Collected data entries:

■ ■ ■ ■ ■ ■ ■

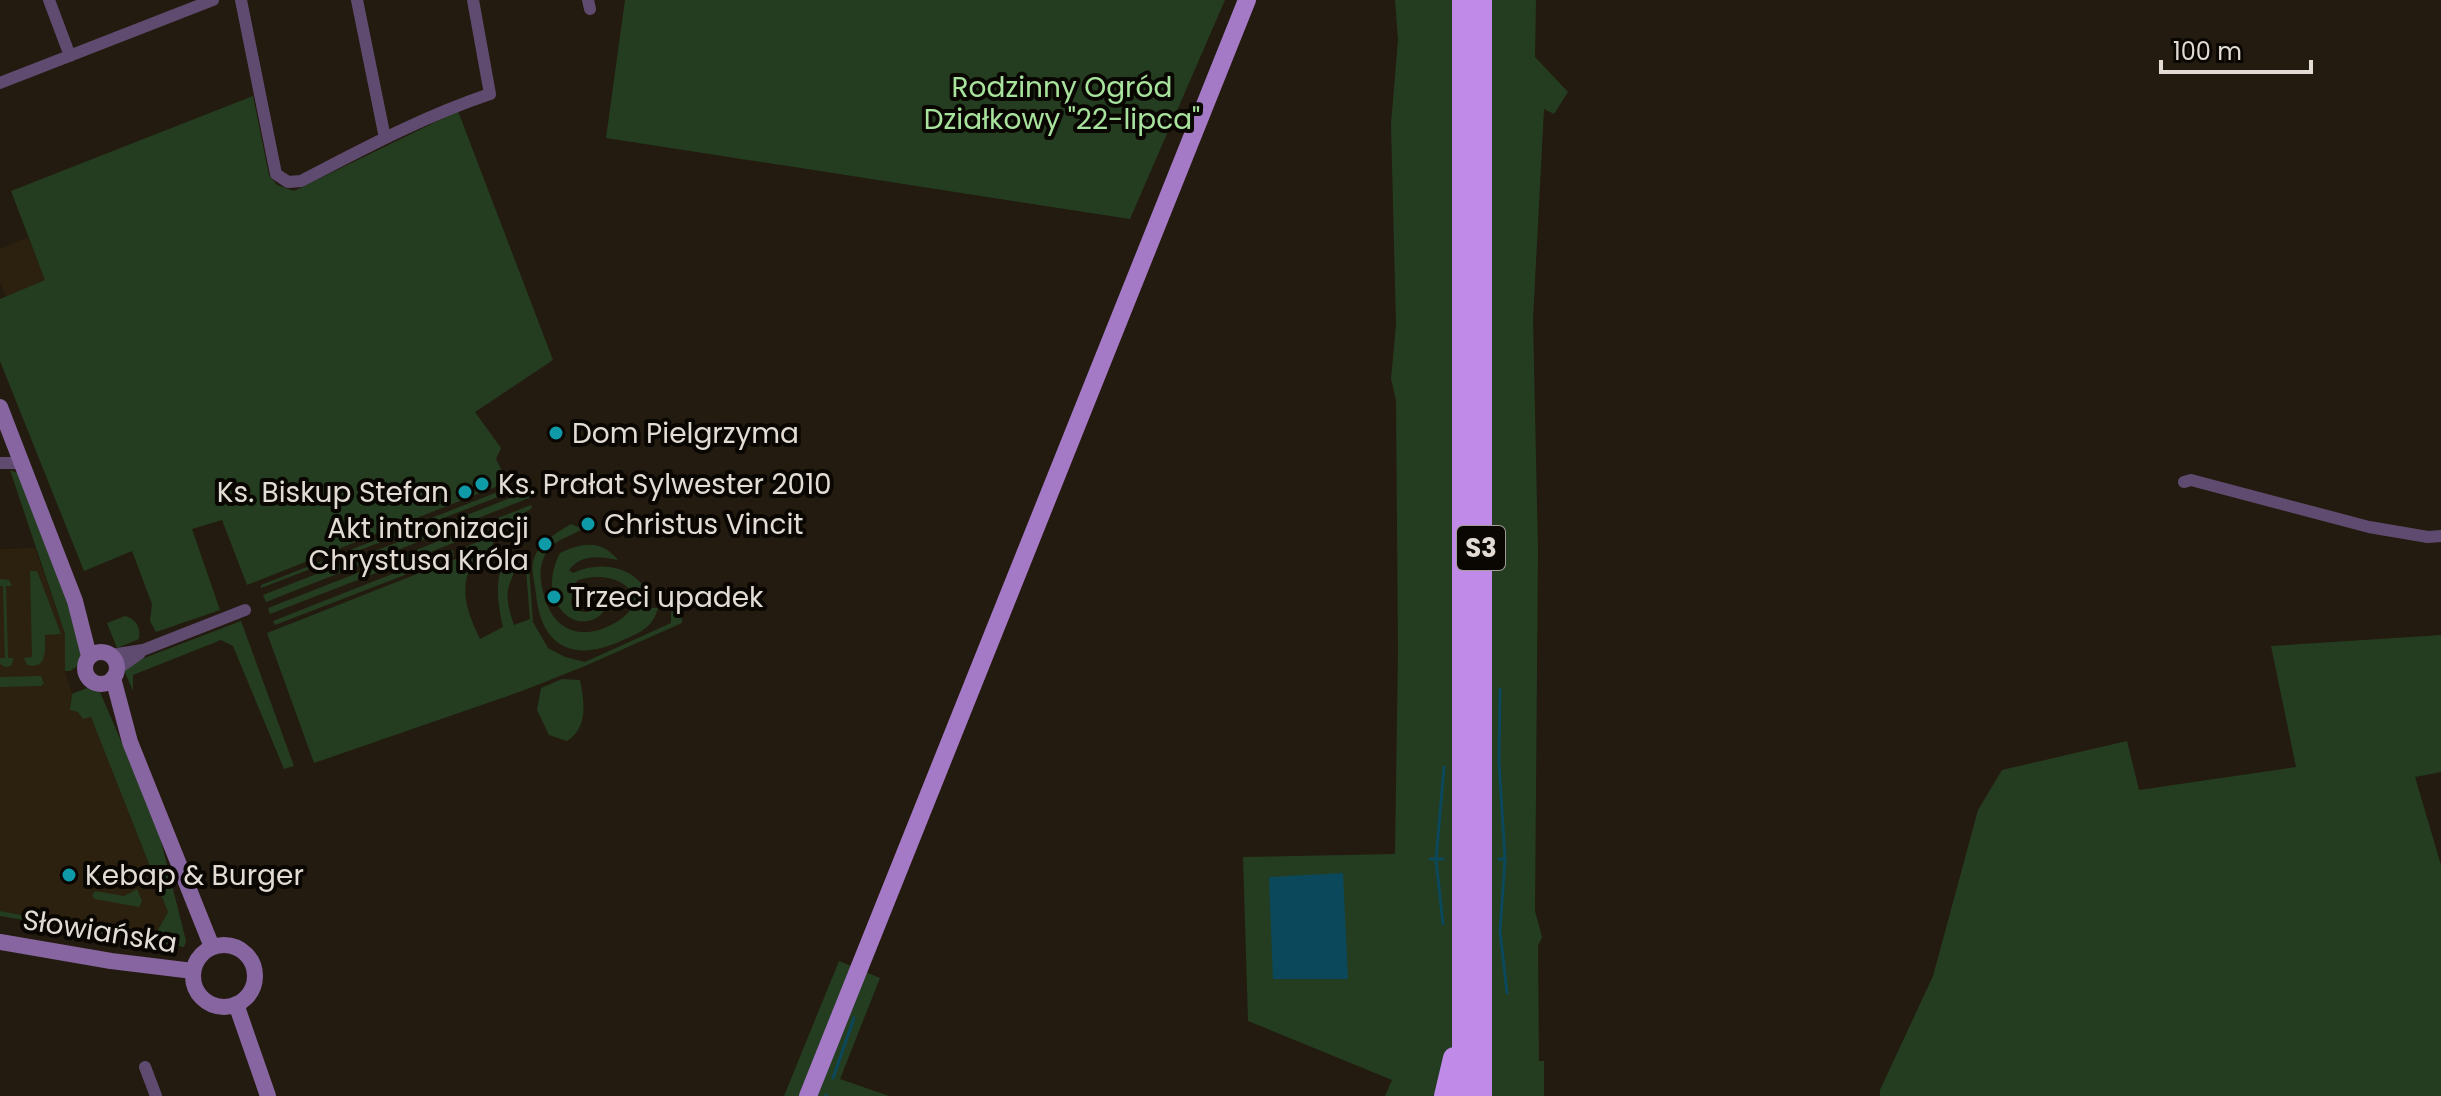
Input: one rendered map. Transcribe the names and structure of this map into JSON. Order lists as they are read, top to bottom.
{
  "streets": {
    "highway": ["S3"],
    "street": ["Słowiańska"]
  },
  "parks": ["Rodzinny Ogród Działkowy \"22-lipca\""],
  "places": [
    "Dom Pielgrzyma",
    "Ks. Prałat Sylwester 2010",
    "Ks. Biskup Stefan",
    "Christus Vincit",
    "Akt intronizacji Chrystusa Króla",
    "Trzeci upadek",
    "Kebap & Burger"
  ],
  "scale_bar": "100 m"
}
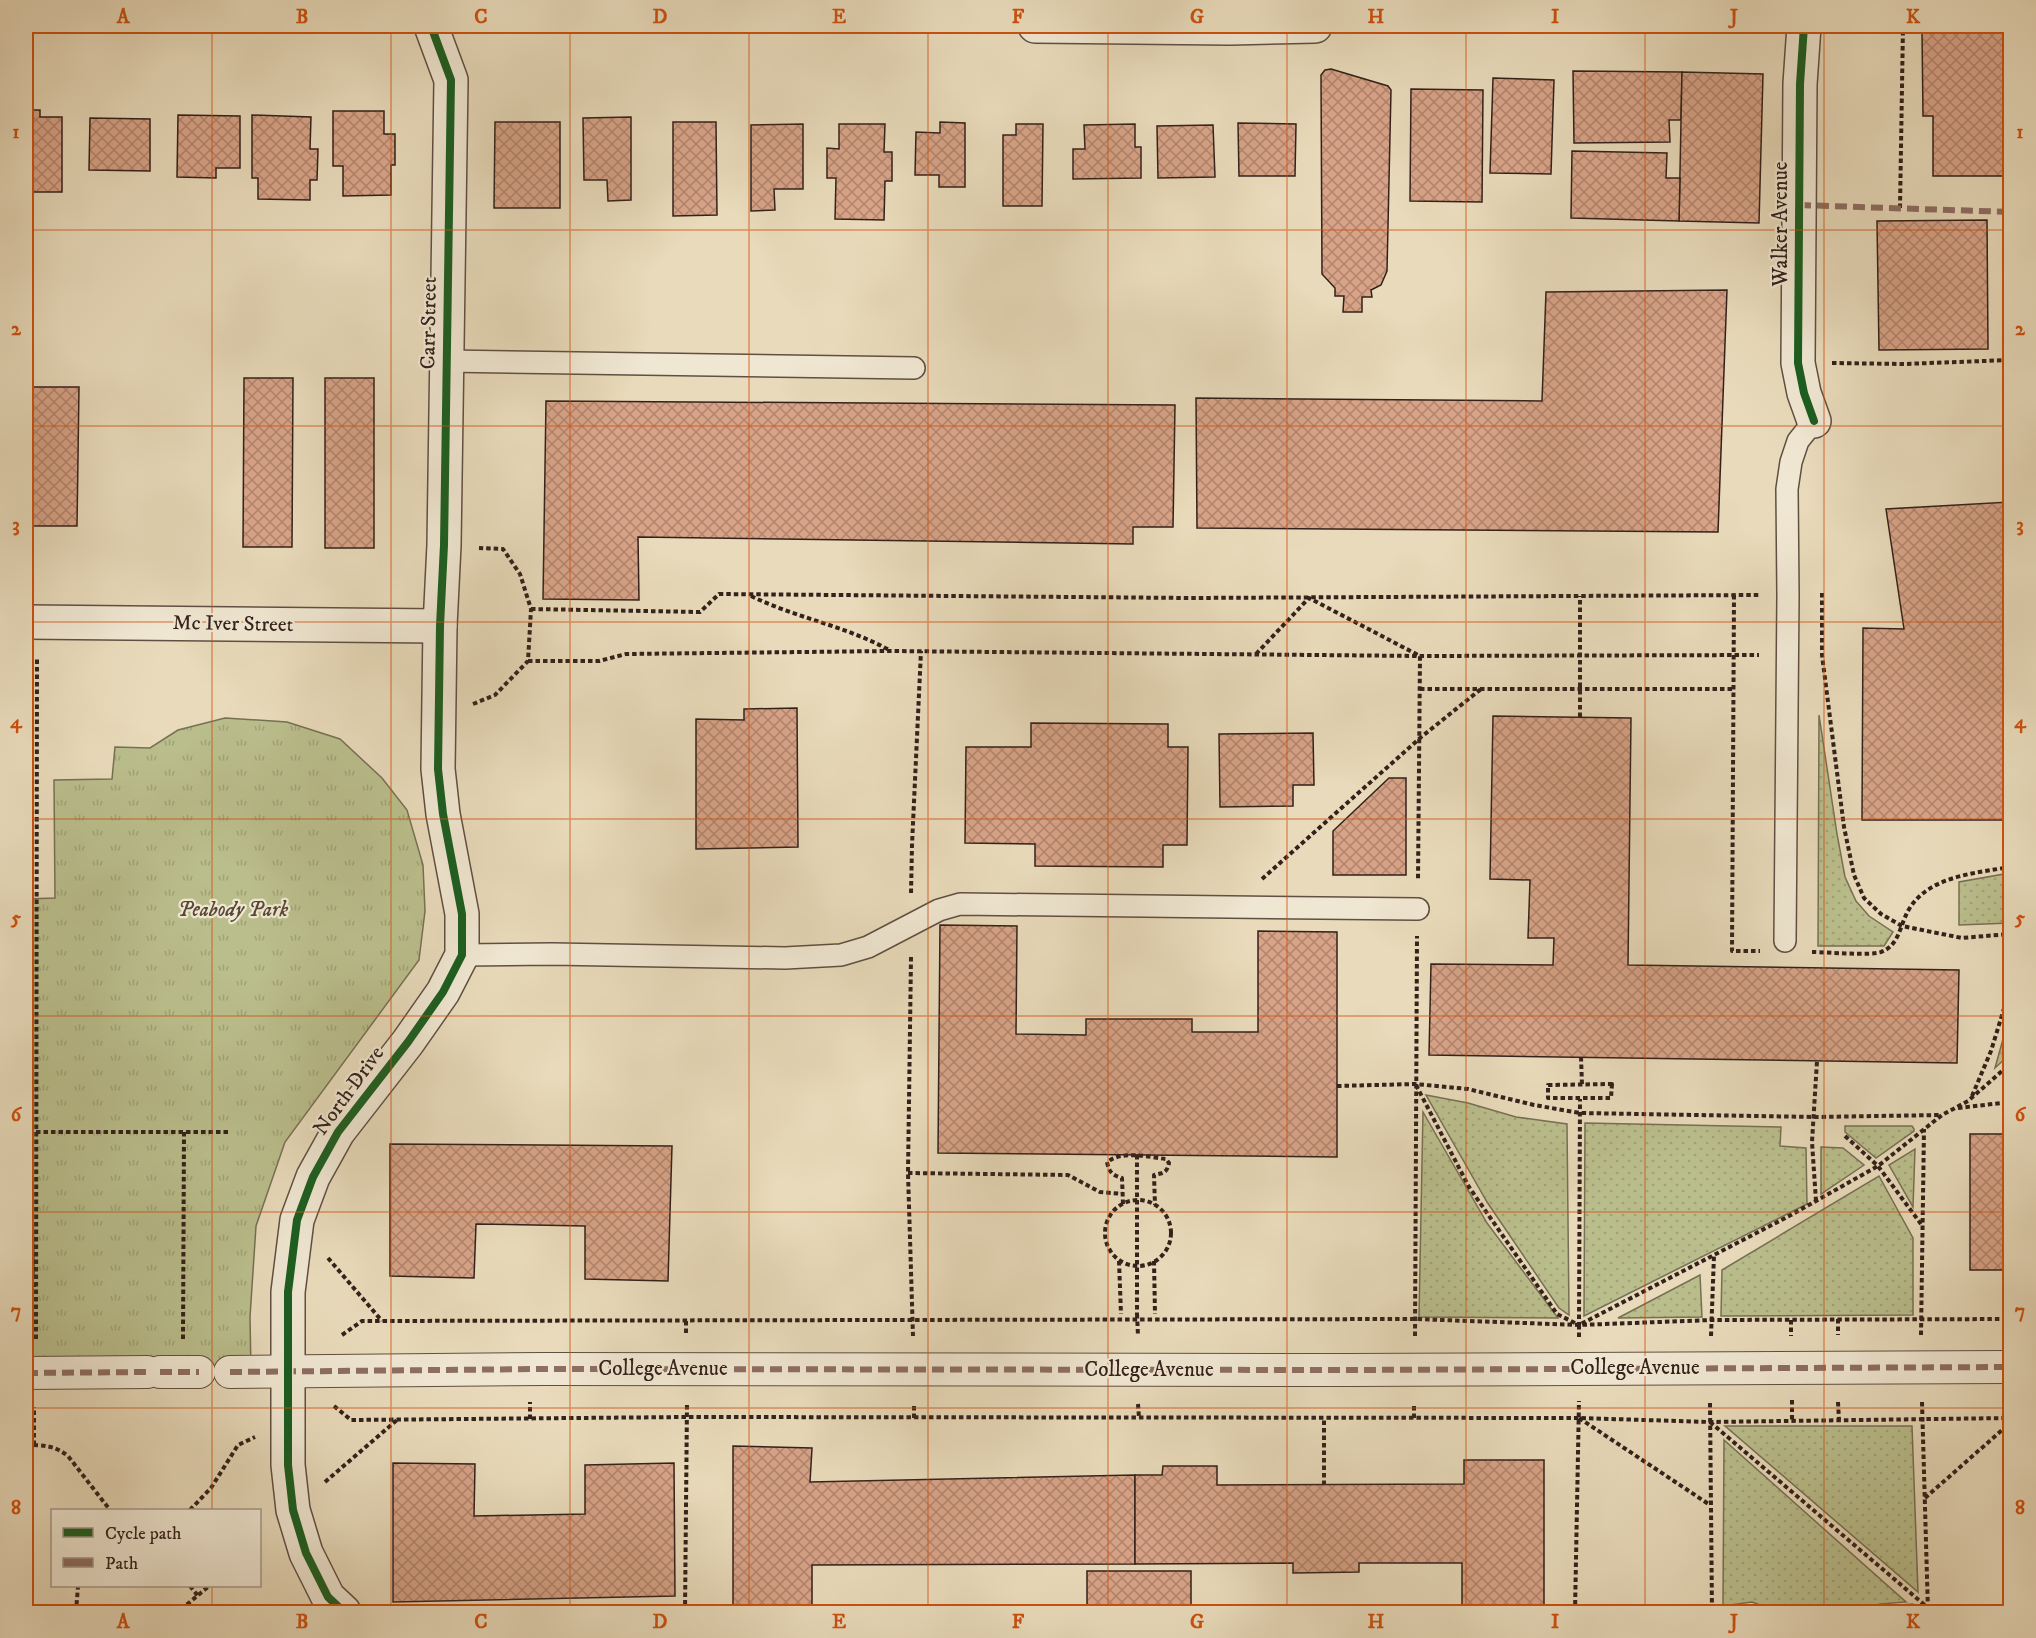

■ ■ ■ ■ ■ ■ ■

Would you provide an exact, picture-free copy of the data above?

Input: one rendered map. Transcribe the names and structure of this map into JSON. Order lists as they are read, top to bottom.
{
  "streets": {
    "highway": ["S3"],
    "street": ["Słowiańska"]
  },
  "parks": ["Rodzinny Ogród Działkowy \"22-lipca\""],
  "places": [
    "Dom Pielgrzyma",
    "Ks. Prałat Sylwester 2010",
    "Ks. Biskup Stefan",
    "Christus Vincit",
    "Akt intronizacji Chrystusa Króla",
    "Trzeci upadek",
    "Kebap & Burger"
  ],
  "scale_bar": "100 m"
}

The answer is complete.